What is needed: Show all the lines in the data below that include the word "from".

━━━━━━━━━━━━━━━━

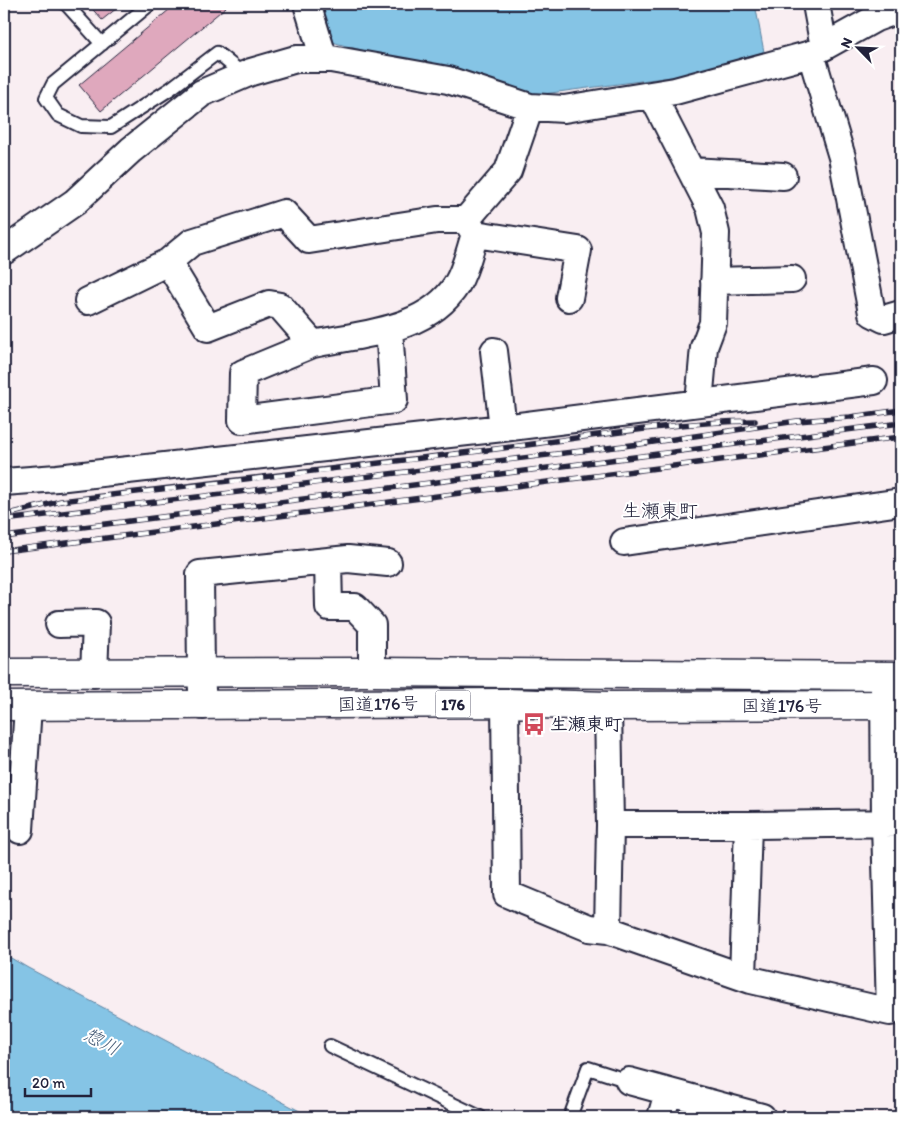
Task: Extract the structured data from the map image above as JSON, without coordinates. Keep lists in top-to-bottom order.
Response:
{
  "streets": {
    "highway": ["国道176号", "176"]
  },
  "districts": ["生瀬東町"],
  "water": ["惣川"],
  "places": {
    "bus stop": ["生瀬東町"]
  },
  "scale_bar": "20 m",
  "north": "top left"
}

━━━━━━━━━━━━━━━━

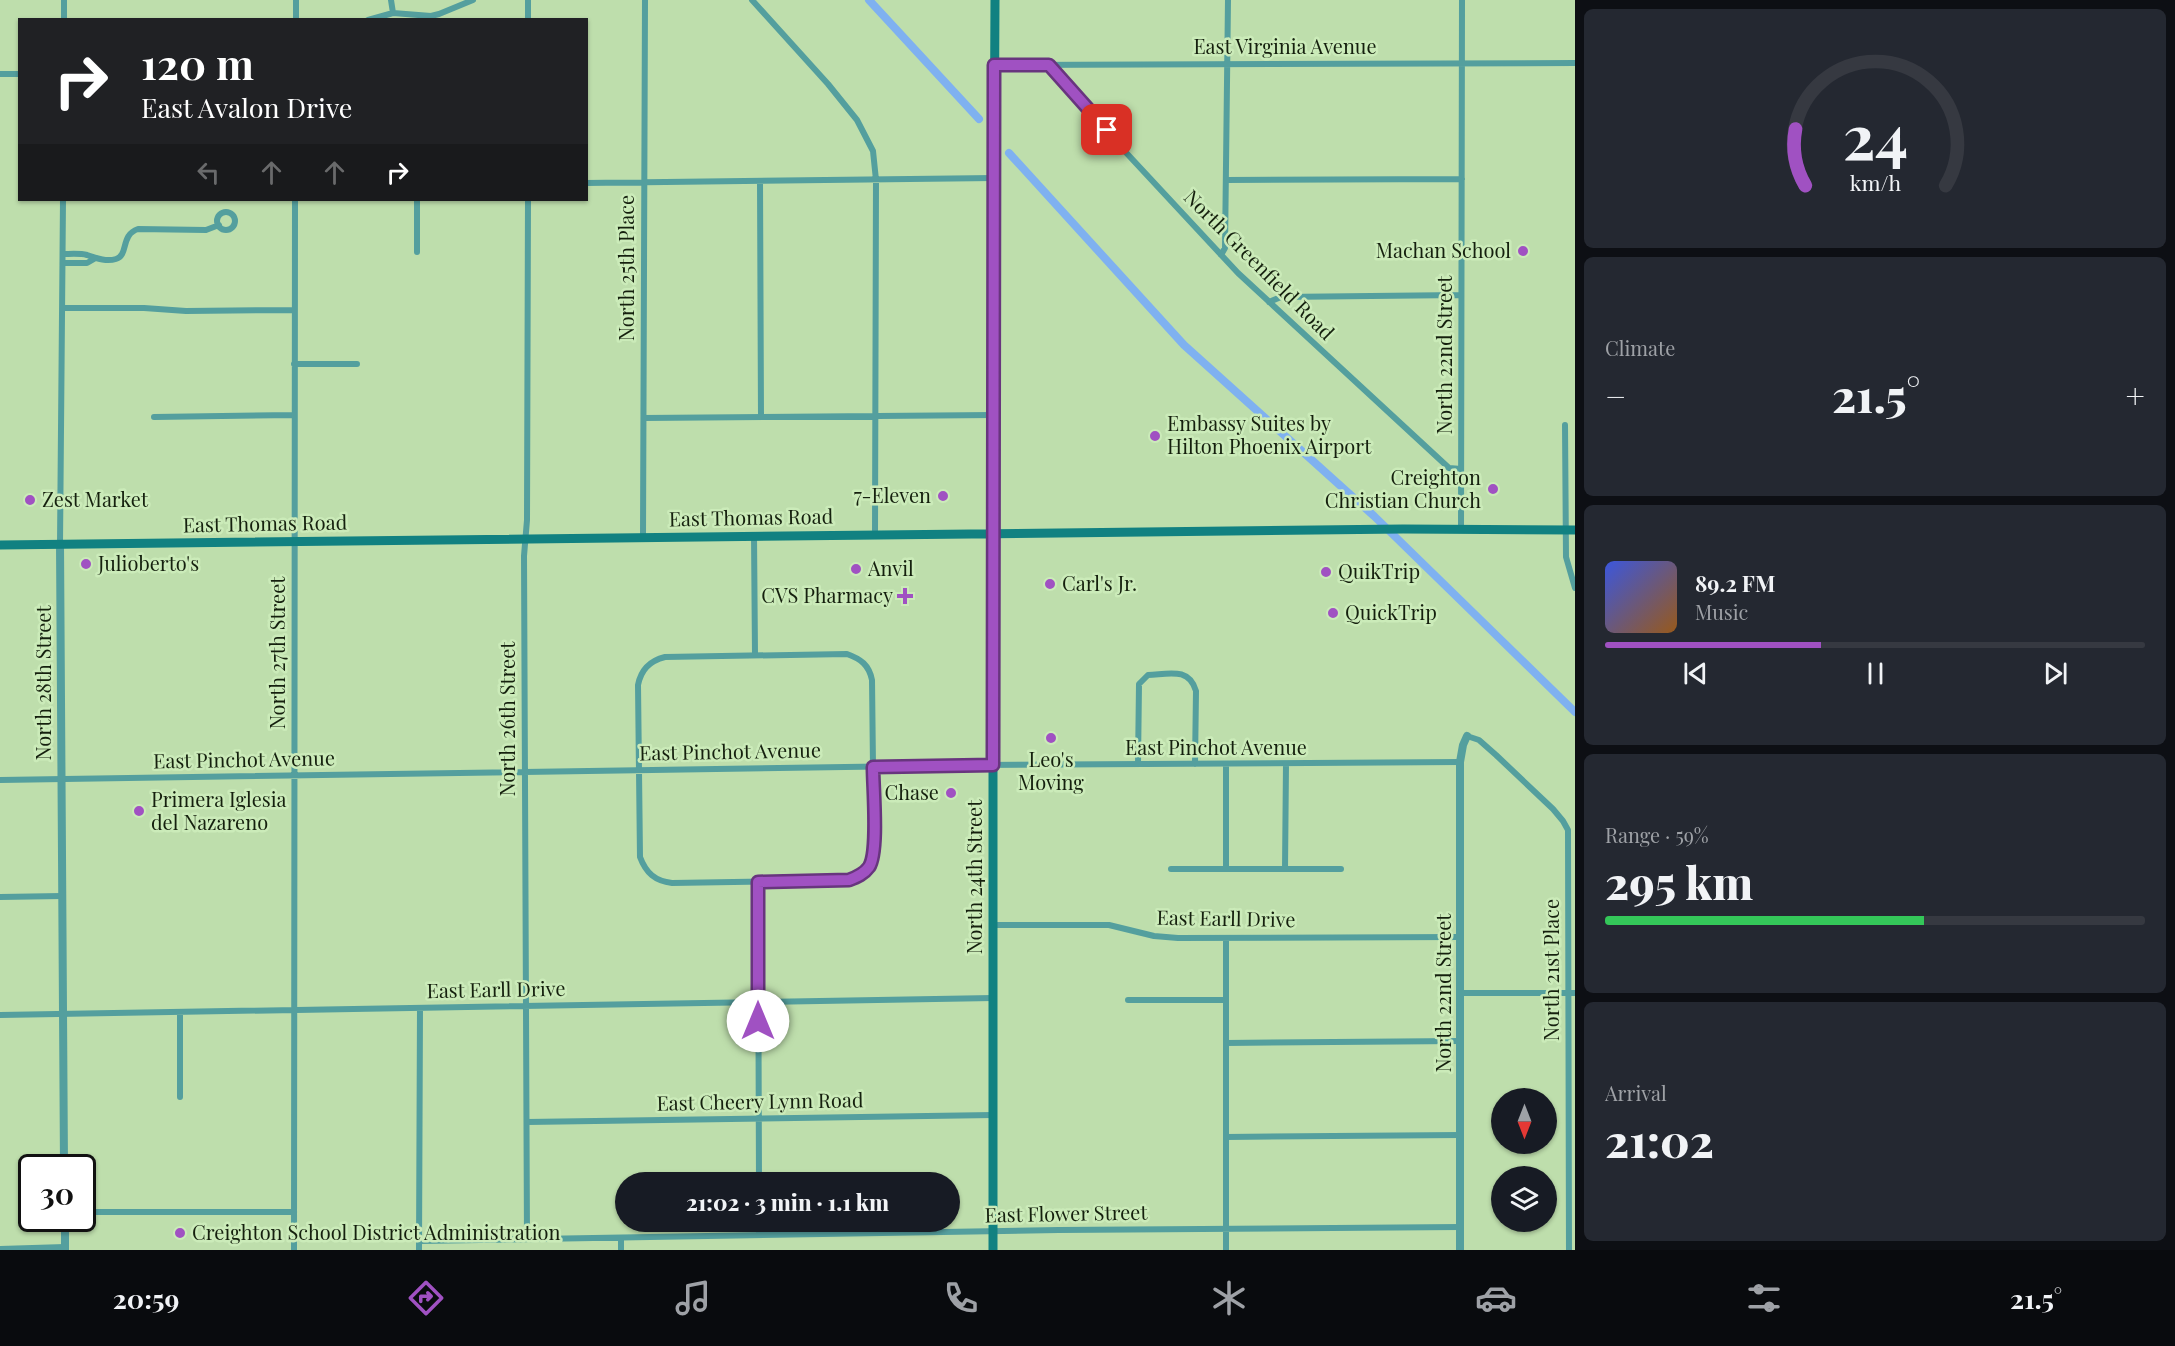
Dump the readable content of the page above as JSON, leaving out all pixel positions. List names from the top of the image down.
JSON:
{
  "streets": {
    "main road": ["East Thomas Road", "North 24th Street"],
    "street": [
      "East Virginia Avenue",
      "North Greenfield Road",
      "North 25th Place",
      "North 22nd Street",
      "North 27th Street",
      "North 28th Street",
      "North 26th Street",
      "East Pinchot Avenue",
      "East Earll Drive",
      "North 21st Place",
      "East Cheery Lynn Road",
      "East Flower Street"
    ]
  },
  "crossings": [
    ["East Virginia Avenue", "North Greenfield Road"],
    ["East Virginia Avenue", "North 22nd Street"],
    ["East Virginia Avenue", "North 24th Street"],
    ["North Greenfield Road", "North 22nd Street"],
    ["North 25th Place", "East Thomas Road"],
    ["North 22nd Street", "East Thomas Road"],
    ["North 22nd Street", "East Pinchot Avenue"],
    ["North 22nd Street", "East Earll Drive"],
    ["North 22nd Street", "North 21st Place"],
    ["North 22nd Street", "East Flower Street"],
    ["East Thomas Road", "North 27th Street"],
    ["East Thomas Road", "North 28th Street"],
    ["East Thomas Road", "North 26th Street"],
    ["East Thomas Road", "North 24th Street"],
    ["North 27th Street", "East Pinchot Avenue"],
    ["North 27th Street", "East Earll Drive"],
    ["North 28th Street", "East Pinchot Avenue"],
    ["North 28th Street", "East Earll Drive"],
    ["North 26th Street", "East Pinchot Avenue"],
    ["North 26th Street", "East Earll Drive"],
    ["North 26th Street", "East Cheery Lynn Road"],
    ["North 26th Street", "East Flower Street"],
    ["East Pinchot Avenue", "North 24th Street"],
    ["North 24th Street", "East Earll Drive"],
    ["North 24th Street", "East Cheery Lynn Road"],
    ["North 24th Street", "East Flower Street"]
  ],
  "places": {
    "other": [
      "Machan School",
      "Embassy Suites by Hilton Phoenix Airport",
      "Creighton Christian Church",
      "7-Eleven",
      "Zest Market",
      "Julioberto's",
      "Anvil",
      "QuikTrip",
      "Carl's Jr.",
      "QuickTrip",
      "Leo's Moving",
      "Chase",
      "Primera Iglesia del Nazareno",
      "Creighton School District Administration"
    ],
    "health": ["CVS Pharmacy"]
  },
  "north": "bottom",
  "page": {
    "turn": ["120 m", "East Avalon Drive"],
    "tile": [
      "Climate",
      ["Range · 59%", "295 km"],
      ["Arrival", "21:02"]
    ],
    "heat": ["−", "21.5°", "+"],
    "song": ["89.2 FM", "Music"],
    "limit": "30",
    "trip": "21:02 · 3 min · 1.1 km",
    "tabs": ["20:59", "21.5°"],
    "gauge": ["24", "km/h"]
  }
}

━━━━━━━━━━━━━━━━

Task solution:
Task: Extract the structured data from the map image above as JSON, without coordinates. Keep lists in top-to-bottom order.
Dump the readable content of the page above as JSON, leaving out all pixel positions. List names from the top of the image down.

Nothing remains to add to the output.